Dr. Anton Phibes is the mad genius played by Vincent Price in two cult classic films for American International Pictures in the early seventies. Director Robert Fuest imbued both The Abominable Dr. Phibes (1971) and Dr. Phibes Rises Again (1972) with a surprising degree of style and wit that set them apart from virtually all other genre films of their era.
The creation of screenwriters James Whiton and William Goldstein, Phibes was portrayed in their original screenplay, The Curses of Dr. Pibe (not a typo on my part, the character’s surname was subsequently altered) in a much more serious vein. Their intended film was both dramatic and horrific and much more in keeping with the tone of horror films of the early 1970s. It is a far cry from the blackly-humored, deliberately anachronistic 1920s period piece resplendent in Art Deco designs that Fuest delivered to AIP.
Dr. Phibes is said to hold doctorates in both music and bio-physics.

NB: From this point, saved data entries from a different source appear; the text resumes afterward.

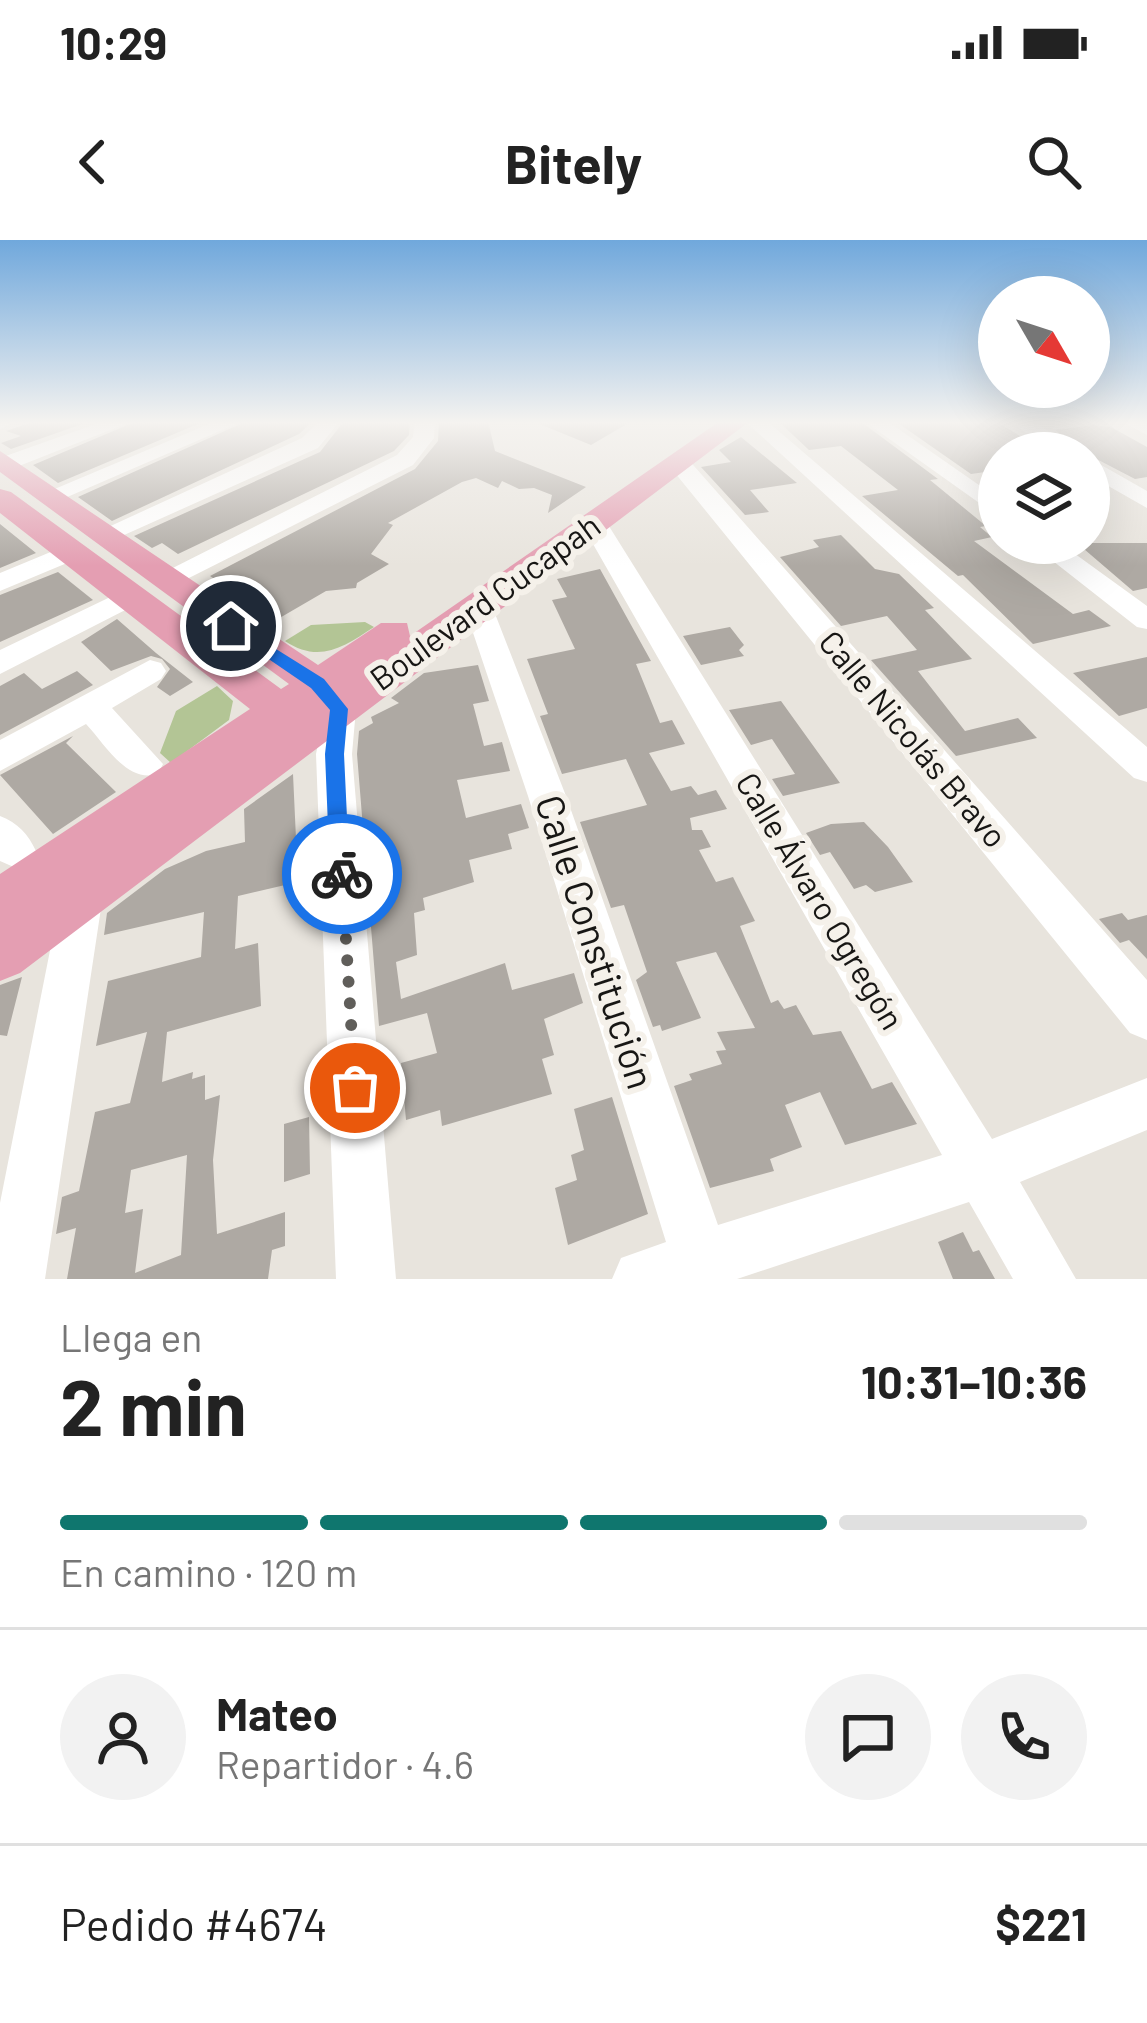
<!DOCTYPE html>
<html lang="es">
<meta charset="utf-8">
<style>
body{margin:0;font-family:Barlow,sans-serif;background:#f2f2f2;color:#222;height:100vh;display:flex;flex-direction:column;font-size:45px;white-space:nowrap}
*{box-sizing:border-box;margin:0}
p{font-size:39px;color:#767676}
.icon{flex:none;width:66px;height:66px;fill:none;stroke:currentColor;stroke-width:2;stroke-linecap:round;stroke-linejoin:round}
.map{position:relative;height:1039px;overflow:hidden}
.drawer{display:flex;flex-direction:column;background:#fff;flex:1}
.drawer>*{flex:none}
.needle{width:78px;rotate:129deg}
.controls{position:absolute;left:978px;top:36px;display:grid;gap:24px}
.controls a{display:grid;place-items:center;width:132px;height:132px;border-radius:50%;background:#fff;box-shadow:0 12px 48px #0002;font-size:60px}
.pin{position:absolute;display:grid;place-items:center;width:102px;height:102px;color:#fff;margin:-51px;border:6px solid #fff;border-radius:50%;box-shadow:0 3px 12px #0007}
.courier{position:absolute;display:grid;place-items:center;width:120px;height:120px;margin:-60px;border:9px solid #1a73e8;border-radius:50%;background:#fff;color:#222;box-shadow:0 3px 15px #0007}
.overview em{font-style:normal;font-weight:700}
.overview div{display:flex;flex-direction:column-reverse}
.overview{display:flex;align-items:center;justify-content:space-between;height:204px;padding:0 60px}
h1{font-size:78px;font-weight:700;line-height:90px}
.bar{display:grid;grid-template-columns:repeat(4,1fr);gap:18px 12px;align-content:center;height:144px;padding:0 60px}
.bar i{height:15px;border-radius:9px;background:#e0e0e0}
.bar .active{background:#0f766e}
.bar p{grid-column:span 4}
.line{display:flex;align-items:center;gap:30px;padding:0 60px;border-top:3px solid #e0e0e0}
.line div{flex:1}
.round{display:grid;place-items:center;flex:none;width:126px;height:126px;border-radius:63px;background:#f2f2f2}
.status{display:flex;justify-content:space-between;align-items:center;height:84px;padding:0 60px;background:#fff;direction:ltr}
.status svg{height:33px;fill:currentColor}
header{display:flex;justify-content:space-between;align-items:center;height:156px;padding:0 60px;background:#fff;font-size:54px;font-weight:700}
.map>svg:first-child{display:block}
.green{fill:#b3c595}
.building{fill:#aea9a3;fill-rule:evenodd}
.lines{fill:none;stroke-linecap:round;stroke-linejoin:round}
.minor{fill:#fff;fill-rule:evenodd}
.major{fill:#e49eb2;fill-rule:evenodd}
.route{fill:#1a73e8}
.done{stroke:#605e5a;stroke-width:12;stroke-dasharray:0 21.6}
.labels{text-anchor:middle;stroke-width:12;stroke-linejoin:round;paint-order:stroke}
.street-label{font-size:33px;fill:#171614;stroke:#f5f1ea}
.near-street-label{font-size:39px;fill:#171614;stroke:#f5f1ea}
</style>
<div class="status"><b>10:29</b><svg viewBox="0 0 49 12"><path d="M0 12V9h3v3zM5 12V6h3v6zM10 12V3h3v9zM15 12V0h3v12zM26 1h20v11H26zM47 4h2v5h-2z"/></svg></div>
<header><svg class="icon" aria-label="back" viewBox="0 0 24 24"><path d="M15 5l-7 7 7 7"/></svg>Bitely<svg class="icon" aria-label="search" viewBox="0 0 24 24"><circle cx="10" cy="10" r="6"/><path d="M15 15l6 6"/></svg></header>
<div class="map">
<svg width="1147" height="1039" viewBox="0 0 1147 1039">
<rect width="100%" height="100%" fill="#e8e4dd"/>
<path class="green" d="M 365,382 L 374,387 C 344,407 319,424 285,401 L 311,385 Z
M 217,446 L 233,461 L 229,480 L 171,523 L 160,513 L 176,471 Z"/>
<path class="building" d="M 35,181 L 91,181 L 11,209 L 1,203 L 21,196 L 6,191 Z
M 137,181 L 205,181 L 58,243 L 33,225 Z
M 247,181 L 313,181 L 299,194 L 112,281 L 78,257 Z
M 344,181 L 410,181 L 409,195 L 394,211 L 178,314 L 162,303 L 152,308 L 134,296 L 320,212 Z
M 439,181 L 488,181 L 495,211 L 586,247 L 548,273 L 552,255 L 534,248 L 519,249 L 502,241 L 498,248 L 476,238 L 462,242 L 388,283 L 393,285 L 371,314 L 389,324 L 357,343 L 356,348 L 326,351 L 271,383 L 216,347 L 222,344 L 210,336 L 415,229 L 438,201 Z
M 532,181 L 632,181 L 591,205 Z
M 778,181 L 860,181 L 938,239 L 930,240 L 986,286 L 980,287 L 992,297 L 974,301 L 1073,374 L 1089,370 L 1111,386 L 1033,404 L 963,335 L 958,336 L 862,256 L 898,250 L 841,206 L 809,210 Z
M 895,181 L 996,181 L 1047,213 L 999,213 L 999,230 L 971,234 Z
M 1093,185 L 1111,187 L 1147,207 L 1147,237 L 1135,239 L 1085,213 L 1055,190 Z
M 741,197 L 797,243 L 750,250 L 769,272 L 745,275 L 701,227 L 731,222 L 719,210 Z
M 0,284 L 36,313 L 0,328 Z
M 841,295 L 875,329 L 899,334 L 934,368 L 925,370 L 972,419 L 918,431 L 965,491 L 1018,478 L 1037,498 L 956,516 L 871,420 L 917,410 L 887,376 L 841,386 L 780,317 L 819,307 L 813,300 Z
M 1077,303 L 1147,303 L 1147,348 L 1133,351 Z
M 600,329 L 651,421 L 636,424 L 660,483 L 672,480 L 685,504 L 649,513 L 671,551 L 691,546 L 698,555 L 716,550 L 727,569 L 690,578 L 692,590 L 702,590 L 711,607 L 699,610 L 716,642 L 733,637 L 755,681 L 740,686 L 771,763 L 778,760 L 784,769 L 796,765 L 813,795 L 841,791 L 872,849 L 892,842 L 917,884 L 845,905 L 820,852 L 785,865 L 802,907 L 770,919 L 774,931 L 710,948 L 674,846 L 692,840 L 689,834 L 722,824 L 716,811 L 726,810 L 717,792 L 755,788 L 716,712 L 676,722 L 701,778 L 662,791 L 660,785 L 653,787 L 636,740 L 647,732 L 624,665 L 611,668 L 580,582 L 647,565 L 626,519 L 562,534 L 540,476 L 548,474 L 527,419 L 575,409 L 552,360 L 567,357 L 557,339 Z
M 58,332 L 93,360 L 0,402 L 0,355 Z
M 117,379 L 156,413 L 193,442 L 170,456 L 157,447 L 170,429 L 162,419 L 151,416 L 111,431 L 81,402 Z
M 730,387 L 744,405 L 739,410 L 744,416 L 701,425 L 683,396 Z
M 1147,417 L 1147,468 L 1119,476 L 1073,433 Z
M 478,425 L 489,461 L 473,464 L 484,506 L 502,502 L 510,531 L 457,540 L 466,578 L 521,564 L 529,588 L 508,594 L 512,609 L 469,620 L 474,642 L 423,658 L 425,670 L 414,673 L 417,715 L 396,722 L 401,759 L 505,723 L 512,750 L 574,733 L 583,763 L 544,779 L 554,815 L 542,819 L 552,854 L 442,886 L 440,870 L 406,880 L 401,823 L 437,813 L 427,773 L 379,786 L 357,514 L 359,491 L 373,483 L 371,477 L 399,463 L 391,458 L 424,433 Z
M 77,431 L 93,445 L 0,495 L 0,446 L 24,433 L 42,449 Z
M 781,461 L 840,543 L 783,556 L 772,539 L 795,534 L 772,499 L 751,505 L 729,470 Z
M 73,496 L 66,503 L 116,552 L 53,594 L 0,535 Z
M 293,534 L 298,642 L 238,656 L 235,709 L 258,703 L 261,766 L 167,792 L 162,842 L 193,832 L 192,839 L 205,835 L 205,860 L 220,855 L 213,920 L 217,994 L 285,972 L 285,1006 L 272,1010 L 268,1039 L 67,1039 L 76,988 L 56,994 L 62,957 L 79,951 L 95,872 L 130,863 L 147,792 L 96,806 L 108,741 L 201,717 L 204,672 L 104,695 L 107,673 L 165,629 L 206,611 L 245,602 L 244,569 ZM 187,915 L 181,1015 L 135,1033 L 143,969 L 125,973 L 131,930 Z
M 864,582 L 888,607 L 913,642 L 875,652 L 866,645 L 854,649 L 830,612 L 820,615 L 806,593 L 831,584 Z
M 1122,673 L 1128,680 L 1147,675 L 1147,719 L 1129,700 L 1120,703 L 1099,679 Z
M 22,737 L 7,796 L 0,795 L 0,745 Z
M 612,857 L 648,974 L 568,1005 L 555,948 L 577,940 L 571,915 L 584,910 L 574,869 Z
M 309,877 L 310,934 L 284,942 L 284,884 Z
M 963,992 L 973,1012 L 979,1010 L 995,1039 L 953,1039 L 938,1002 Z"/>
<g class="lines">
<path class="minor" d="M 0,181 L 17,181 L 0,189 Z
M 104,181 L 133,181 L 14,228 L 0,228 L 0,218 Z
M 216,181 L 243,181 L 58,261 L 50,263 L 38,256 Z
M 319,181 L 340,181 L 318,208 L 113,300 L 104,303 L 91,295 L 302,198 Z
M 415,181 L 435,181 L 434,198 L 413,225 L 175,345 L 155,345 L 151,339 L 397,215 L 413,197 Z
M 745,181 L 767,181 L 1147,507 L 1147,542 L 1134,538 Z
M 864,181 L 887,181 L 999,259 L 999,277 Z
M 1009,181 L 1033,181 L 1081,213 L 1055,213 Z
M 1121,181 L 1147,181 L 1147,195 Z
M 679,216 L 687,218 L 1147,740 L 1147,800 L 1130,793 L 671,228 L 668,223 Z
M 1089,218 L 1147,251 L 1147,268 L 1089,235 Z
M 594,275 L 607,283 L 992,899 L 1147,838 L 1147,890 L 1020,942 L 1076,1039 L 1013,1039 L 969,962 L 737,1039 L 612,1039 L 621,1018 L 666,1002 L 528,556 L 464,366 L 468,360 L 488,360 L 492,366 L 566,556 L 718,985 L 942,915 L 581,283 Z
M 1030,303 L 1060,303 L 1147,366 L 1147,389 L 1137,387 Z
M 70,304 L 83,312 L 79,318 L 0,351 L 0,333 Z
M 129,348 L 143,357 L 139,363 L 0,434 L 0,410 Z
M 150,420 L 161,423 L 166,431 L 161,439 L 112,468 L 163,524 L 158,534 C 127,544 105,504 86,484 L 0,531 L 0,500 Z
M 339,457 L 351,460 L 356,469 L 352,514 L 396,1039 L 336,1039 L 316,514 L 327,460 Z
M 0,576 C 18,583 28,594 36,611 L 30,623 L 16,628 L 0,621 Z
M 82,636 L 97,641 L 103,655 L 45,1039 L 0,1039 L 0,963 L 61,655 L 67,641 Z"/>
<path class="major" d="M 720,181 L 750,181 L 20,733 L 0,741 L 0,634 L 250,469 L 0,273 L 0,249 L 11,252 L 281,449 L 289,444 L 0,232 L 0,211 L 318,425 L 381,383 L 407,383 L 410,396 Z"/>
</g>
<linearGradient id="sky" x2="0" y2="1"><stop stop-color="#70a8dc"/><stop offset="0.56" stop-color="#f5f3f0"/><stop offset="1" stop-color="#f5f3f0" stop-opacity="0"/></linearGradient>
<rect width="1147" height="326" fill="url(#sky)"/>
<path class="route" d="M 231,381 L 324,439 L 348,469 L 344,514 L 350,641 L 342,644 L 330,634 L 325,514 L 330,470 L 311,448 L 226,390 L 223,386 Z"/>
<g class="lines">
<path class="done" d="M 342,634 L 355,848"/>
</g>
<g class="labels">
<g class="street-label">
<text transform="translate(485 362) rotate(-36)" y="12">Boulevard Cucapah</text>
<text transform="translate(913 499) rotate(50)" y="12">Calle Nicolás Bravo</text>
<text transform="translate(820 661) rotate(59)" y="12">Calle Álvaro Ogregón</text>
</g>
<g class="near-street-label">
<text transform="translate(595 702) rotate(72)" y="14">Calle Constitución</text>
</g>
</g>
</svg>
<div class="controls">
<a><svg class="needle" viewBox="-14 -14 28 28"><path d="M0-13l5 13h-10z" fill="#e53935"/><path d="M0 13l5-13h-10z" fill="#767676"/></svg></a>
<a><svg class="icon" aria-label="layers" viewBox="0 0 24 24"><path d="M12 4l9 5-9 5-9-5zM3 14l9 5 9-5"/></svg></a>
</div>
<div class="pin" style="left:355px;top:848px;background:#ea580c"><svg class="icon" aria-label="bag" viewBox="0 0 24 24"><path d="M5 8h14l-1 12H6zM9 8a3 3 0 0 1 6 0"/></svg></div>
<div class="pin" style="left:231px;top:386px;background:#1f2937"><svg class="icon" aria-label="home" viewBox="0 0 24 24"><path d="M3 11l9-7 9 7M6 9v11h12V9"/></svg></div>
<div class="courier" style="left:342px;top:634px"><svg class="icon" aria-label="bike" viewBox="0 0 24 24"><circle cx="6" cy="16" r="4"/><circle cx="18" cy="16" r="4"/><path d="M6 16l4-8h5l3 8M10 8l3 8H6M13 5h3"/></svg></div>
</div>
<section class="drawer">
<div class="overview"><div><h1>2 min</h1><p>Llega en</p></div><em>10:31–10:36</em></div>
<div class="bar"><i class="active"></i><i class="active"></i><i class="active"></i><i></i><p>En camino · 120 m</p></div>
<div class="line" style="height:216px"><a class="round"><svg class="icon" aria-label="person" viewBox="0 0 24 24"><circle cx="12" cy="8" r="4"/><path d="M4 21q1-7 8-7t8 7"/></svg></a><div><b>Mateo</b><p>Repartidor · 4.6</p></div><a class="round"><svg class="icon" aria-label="chat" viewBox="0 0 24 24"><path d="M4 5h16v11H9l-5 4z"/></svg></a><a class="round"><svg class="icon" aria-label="phone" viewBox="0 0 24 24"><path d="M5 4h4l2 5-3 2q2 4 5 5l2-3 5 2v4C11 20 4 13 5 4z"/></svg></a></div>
<div class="line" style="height:156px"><div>Pedido #4674</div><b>$221</b></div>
</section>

Phibes is an acclaimed organist and composer and, in private, an eccentric and reclusive inventor. He is hopelessly devoted to his beautiful young wife, Victoria (played in both films by the lovely Caroline Munro) who dies on an operating table following a car crash that leaves her husband horribly disfigured with a literal death’s head in place of a face.
Victoria’s death drives Phibes insane. He allows the world to think him dead and sets out to exact revenge on the surgical team he holds accountable for her death. He employs the G’tach, the Biblical ten curses of Egypt as his means of assassinating each member of the surgical team. The murders are investigated by a hapless Scotland Yard detective, Inspector Trout (wonderfully underplayed by Peter Jeffrey).
Vincent Price turns in an amazing performance as Phibes. His character’s vocal chords were damaged in the accident. He speaks only with the aid of one of his inventions. For much of the film, Phibes wears a face mask (Price’s own face), but his lips never move while talking. Remarkably, the performance never suffers as Price compensates by conveying so much with his expressions.